Blakeney, Sir William (1672?–1761), Baron Blakeney , soldier and MP, was born at Mount Blakeney, Co. Limerick, eldest of five sons of William Blakeney of Thomastown, Co. Limerick, country gentleman and MP for Kilmallock, Co. Limerick, and Elizabeth Blakeney (née Bowerman) of Cooliney, Co. Cork. In 1690 he organised his father's tenants to defend the family estate against local Jacobites. He joined William III's (qv) army in Flanders as a volunteer, fought at Namur, and was commissioned ensign in the Royal Regiment of Foot in September 1695. He served throughout the war of the Spanish succession (1701–13), was wounded at Blenheim (1704) and Malplaquet (1709), and rose to become lieutenant-colonel of the 1st Foot Guards (1712). He was MP for Kilmallock 1725–56, but was mostly absent on active service. Although an officer of some ability, particularly in training troops, he lacked influential patrons and had to wait till 1737 for promotion to colonel (27th Inniskilling Foot). Eventually he attracted the attention of the duke of Richmond who, after war was declared on Spain (1739), had Blakeney appointed adjutant-general of an expeditionary force to attack Spanish colonies in the West Indies. In April 1740 he went to New York to train a regiment of 3,000 American levies for service in the West Indies, and fought in engagements at Cartagena, on the Columbian coast, and Guantanamo Bay, Cuba, in 1741.
He returned to England in autumn 1742, and Richmond secured his promotion to major-general and the lieutenant-governorship of Stirling castle in 1744. During the rebellion of 1745–6 Blakeney inflicted a crushing defeat on highlanders who had besieged the castle. He was rewarded in 1747 when George II made him a lieutenant-general and lieutenant-governor of Minorca. Since the governor, Lord Tyrawley (qv), was an absentee, Blakeney effectively governed the island for ten years. On the outbreak of war in 1756 a large French force attacked Minorca, which was resolutely defended by Blakeney, then in his eighties, a defence made considerably more difficult by the withdrawal of naval support by Admiral John Byng (1704–57). Although Blakeney was obliged to surrender after a siege of seventy days, his gallant conduct as the ‘defender of Minorca’ was much admired in Britain, and contrasted with Byng's lack of daring. Blakeney's evidence at Byng's court martial in January 1757 contributed to his being sentenced to death for failing to assist the garrison.

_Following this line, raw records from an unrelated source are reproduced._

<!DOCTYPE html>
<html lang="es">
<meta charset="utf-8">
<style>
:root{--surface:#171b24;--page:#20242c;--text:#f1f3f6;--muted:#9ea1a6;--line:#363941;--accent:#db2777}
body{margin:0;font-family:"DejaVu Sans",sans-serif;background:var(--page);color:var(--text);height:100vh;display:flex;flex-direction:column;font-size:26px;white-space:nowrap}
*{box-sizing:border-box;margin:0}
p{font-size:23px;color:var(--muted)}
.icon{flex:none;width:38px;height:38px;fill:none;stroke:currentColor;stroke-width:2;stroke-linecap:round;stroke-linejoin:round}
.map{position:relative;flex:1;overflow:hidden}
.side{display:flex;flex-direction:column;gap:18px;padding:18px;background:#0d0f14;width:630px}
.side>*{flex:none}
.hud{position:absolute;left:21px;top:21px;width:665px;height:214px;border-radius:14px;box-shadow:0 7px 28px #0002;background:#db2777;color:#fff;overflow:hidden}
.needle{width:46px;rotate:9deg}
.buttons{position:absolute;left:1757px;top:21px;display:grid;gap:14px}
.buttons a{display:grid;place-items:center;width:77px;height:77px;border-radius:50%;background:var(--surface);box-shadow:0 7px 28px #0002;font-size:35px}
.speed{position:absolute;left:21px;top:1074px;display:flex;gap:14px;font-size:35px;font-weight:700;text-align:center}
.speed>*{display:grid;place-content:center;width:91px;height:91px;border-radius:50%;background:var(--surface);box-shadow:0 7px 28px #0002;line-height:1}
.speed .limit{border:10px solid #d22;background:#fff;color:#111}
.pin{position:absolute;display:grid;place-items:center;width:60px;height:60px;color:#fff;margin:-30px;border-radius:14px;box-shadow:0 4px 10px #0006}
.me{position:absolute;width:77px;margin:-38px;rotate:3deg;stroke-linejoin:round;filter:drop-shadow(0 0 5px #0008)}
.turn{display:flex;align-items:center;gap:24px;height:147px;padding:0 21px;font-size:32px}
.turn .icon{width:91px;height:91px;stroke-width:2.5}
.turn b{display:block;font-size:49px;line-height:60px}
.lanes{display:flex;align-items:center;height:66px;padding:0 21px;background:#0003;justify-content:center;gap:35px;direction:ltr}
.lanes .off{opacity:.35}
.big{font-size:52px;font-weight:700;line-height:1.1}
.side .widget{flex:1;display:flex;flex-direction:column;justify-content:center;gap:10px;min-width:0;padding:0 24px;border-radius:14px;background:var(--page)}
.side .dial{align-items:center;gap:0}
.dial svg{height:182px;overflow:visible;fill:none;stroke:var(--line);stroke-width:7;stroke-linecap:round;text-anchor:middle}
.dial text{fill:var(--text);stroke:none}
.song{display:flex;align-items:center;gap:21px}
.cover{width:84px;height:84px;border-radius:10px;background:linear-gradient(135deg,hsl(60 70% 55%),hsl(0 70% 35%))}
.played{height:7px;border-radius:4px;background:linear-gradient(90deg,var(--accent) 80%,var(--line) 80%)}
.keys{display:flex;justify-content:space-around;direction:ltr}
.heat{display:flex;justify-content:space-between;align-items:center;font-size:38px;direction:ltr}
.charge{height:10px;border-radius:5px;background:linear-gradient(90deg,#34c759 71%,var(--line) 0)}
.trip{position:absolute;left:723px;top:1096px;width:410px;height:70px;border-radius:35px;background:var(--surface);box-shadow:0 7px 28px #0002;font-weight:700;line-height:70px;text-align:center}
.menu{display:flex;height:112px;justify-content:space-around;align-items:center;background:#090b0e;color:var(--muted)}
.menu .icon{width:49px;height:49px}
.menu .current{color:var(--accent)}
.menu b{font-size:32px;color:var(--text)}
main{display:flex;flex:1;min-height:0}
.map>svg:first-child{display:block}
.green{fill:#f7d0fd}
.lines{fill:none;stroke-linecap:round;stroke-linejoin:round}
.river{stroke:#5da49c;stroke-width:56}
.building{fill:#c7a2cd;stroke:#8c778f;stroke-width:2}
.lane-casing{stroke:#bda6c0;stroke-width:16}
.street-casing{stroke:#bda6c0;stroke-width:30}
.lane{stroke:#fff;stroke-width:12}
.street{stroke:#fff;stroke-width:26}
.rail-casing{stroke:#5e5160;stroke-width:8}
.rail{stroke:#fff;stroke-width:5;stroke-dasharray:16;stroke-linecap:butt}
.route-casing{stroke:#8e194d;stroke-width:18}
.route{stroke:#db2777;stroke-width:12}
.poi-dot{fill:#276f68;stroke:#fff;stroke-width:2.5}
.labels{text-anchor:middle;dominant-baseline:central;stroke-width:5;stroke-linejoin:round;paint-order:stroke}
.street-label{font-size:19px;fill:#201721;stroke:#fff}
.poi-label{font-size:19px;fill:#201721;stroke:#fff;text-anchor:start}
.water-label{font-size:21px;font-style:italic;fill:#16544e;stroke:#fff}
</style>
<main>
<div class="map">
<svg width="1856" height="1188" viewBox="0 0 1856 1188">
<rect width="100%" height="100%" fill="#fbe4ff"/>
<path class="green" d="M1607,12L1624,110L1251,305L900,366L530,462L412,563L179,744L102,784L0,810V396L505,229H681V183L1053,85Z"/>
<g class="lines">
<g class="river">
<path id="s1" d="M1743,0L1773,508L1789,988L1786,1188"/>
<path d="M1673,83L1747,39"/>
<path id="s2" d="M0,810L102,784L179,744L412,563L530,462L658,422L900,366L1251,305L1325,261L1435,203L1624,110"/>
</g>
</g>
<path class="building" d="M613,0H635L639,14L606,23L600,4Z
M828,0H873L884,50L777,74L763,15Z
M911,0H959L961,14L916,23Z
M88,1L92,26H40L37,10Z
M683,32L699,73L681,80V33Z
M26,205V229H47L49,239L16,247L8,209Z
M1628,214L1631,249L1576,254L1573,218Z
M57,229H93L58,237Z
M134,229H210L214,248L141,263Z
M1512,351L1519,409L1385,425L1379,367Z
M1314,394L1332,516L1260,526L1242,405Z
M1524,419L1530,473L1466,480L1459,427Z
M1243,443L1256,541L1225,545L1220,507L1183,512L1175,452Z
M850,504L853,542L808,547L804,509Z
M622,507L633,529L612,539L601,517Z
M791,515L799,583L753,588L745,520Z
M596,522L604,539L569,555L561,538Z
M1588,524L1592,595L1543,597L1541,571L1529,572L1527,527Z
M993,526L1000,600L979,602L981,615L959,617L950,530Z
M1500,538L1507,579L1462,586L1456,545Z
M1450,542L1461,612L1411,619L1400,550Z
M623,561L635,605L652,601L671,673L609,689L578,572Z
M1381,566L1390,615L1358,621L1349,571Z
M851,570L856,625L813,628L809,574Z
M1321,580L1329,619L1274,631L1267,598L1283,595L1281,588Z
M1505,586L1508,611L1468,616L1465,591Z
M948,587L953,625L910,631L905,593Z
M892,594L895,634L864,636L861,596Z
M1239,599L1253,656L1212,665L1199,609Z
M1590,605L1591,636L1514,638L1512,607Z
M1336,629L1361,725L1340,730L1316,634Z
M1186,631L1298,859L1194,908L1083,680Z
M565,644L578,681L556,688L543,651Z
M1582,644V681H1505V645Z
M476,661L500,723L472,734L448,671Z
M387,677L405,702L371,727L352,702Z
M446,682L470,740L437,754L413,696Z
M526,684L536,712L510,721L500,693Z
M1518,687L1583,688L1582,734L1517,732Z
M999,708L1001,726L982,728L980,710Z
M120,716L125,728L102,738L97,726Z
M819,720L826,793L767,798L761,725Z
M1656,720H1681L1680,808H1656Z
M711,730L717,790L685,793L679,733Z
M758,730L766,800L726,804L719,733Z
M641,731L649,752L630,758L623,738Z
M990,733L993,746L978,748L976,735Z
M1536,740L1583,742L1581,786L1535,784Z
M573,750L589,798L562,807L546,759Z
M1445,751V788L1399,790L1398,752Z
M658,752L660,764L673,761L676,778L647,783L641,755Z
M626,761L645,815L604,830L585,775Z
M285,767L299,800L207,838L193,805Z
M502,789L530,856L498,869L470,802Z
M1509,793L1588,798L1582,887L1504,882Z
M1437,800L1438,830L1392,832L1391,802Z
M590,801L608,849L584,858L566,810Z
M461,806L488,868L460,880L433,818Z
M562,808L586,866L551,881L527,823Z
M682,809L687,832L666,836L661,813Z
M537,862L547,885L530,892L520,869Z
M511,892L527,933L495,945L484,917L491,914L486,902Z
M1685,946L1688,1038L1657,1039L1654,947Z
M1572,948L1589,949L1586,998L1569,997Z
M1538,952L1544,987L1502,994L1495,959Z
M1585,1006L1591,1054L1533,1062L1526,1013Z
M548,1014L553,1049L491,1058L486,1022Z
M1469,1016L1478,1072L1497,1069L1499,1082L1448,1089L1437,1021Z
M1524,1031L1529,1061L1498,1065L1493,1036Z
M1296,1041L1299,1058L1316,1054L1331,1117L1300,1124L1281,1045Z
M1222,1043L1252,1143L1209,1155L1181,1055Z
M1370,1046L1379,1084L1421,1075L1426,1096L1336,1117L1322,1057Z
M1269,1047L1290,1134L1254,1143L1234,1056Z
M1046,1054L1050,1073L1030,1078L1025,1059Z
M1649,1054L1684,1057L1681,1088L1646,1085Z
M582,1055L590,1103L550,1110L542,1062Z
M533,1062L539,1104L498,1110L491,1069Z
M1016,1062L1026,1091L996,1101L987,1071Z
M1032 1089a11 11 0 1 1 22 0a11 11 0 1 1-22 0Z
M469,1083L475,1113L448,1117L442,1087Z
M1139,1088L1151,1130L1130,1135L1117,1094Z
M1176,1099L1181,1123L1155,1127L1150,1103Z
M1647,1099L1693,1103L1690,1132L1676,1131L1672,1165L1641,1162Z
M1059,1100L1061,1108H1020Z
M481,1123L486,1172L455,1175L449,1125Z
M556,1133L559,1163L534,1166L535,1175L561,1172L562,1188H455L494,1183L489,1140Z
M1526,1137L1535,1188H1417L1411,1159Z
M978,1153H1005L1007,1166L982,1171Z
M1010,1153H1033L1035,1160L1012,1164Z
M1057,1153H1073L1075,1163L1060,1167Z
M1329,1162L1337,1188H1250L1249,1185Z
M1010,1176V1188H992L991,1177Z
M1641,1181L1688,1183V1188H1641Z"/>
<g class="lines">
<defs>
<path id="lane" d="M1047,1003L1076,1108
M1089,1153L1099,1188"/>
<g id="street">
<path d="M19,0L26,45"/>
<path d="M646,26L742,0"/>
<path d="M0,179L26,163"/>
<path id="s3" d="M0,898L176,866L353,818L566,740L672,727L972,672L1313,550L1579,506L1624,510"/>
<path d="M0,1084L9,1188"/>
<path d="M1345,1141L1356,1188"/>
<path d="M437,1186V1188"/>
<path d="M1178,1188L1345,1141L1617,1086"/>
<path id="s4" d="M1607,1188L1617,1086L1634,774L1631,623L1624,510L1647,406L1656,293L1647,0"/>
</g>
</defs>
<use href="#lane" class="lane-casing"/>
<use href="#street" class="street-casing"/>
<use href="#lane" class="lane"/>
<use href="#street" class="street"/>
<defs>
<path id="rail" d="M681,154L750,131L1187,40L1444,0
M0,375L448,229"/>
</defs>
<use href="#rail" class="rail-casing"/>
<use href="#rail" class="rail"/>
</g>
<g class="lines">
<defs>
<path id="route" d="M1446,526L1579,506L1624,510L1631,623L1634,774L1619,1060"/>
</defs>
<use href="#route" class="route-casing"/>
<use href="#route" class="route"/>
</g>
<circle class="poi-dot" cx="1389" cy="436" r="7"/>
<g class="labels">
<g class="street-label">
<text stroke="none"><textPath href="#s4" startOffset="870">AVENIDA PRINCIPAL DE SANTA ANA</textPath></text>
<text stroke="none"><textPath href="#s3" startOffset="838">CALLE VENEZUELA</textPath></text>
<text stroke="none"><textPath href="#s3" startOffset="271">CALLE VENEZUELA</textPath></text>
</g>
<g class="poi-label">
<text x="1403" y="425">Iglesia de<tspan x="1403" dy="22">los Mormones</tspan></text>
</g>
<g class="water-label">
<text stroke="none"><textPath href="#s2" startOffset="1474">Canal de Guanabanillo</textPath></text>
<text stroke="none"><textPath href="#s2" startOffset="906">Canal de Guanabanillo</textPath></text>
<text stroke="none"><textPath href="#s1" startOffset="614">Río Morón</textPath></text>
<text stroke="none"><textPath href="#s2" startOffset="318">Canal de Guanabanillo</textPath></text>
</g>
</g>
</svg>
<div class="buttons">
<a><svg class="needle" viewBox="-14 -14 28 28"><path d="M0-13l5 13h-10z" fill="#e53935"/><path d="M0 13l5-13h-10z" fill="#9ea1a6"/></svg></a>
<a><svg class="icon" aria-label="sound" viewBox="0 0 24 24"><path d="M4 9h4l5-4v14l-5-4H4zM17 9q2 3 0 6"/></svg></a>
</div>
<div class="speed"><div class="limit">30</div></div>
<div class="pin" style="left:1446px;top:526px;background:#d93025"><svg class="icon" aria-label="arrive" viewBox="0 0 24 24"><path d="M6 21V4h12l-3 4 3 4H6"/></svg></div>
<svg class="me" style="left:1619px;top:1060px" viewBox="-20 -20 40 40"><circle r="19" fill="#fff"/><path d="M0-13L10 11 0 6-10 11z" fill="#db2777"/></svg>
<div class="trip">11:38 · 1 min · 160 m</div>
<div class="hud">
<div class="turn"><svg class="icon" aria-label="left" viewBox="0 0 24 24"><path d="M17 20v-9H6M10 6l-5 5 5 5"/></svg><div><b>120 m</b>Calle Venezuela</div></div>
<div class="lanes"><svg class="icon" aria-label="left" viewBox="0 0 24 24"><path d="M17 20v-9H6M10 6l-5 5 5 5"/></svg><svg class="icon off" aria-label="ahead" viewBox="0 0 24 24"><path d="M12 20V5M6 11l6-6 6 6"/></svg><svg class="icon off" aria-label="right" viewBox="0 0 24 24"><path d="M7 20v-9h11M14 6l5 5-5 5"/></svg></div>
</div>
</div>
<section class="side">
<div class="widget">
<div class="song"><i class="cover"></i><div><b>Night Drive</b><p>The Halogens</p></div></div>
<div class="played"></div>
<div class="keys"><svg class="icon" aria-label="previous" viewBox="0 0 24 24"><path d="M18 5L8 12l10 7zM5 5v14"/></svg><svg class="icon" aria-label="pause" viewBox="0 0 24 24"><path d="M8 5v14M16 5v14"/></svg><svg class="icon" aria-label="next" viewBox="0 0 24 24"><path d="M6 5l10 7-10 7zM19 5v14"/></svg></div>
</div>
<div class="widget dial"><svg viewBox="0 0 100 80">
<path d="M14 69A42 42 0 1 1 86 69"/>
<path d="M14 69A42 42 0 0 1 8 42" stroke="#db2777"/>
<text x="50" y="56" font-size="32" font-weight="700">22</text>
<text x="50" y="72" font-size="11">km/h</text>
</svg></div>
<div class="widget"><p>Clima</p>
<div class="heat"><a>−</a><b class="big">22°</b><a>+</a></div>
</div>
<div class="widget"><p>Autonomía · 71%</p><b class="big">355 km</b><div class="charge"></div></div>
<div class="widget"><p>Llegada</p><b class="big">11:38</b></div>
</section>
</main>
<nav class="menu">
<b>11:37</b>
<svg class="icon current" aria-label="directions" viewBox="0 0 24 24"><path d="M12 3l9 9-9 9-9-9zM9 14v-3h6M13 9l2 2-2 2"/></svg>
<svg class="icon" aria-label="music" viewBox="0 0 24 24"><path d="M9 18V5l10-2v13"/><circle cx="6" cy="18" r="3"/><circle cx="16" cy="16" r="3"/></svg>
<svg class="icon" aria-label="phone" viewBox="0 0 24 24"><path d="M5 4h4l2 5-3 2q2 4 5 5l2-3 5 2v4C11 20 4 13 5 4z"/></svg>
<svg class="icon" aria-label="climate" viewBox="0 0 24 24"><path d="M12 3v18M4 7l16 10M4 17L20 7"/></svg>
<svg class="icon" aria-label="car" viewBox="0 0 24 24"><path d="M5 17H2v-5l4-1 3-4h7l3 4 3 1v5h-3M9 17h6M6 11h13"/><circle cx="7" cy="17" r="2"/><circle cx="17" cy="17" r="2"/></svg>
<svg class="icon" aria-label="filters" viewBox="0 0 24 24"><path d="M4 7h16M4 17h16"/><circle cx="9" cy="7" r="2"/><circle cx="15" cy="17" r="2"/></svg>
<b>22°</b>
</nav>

George II made Blakeney a knight of the Bath (27 November 1756) and granted him an Irish peerage: he became the first (and only) Baron Blakeney of Mount Blakeney (18 December 1756). Very popular with his troops, he was a down-to-earth officer, who lived frugally and shared his soldiers' hardships. A brass statue of him by John Van Nost was commissioned by the Friendly Brothers of St Patrick, an anti-duelling society, and unveiled in Sackville Street, Dublin, on 17 March 1759; it was removed in 1808 to make way for Nelson's pillar. He died unmarried 20 September 1761 and was buried in Westminster abbey.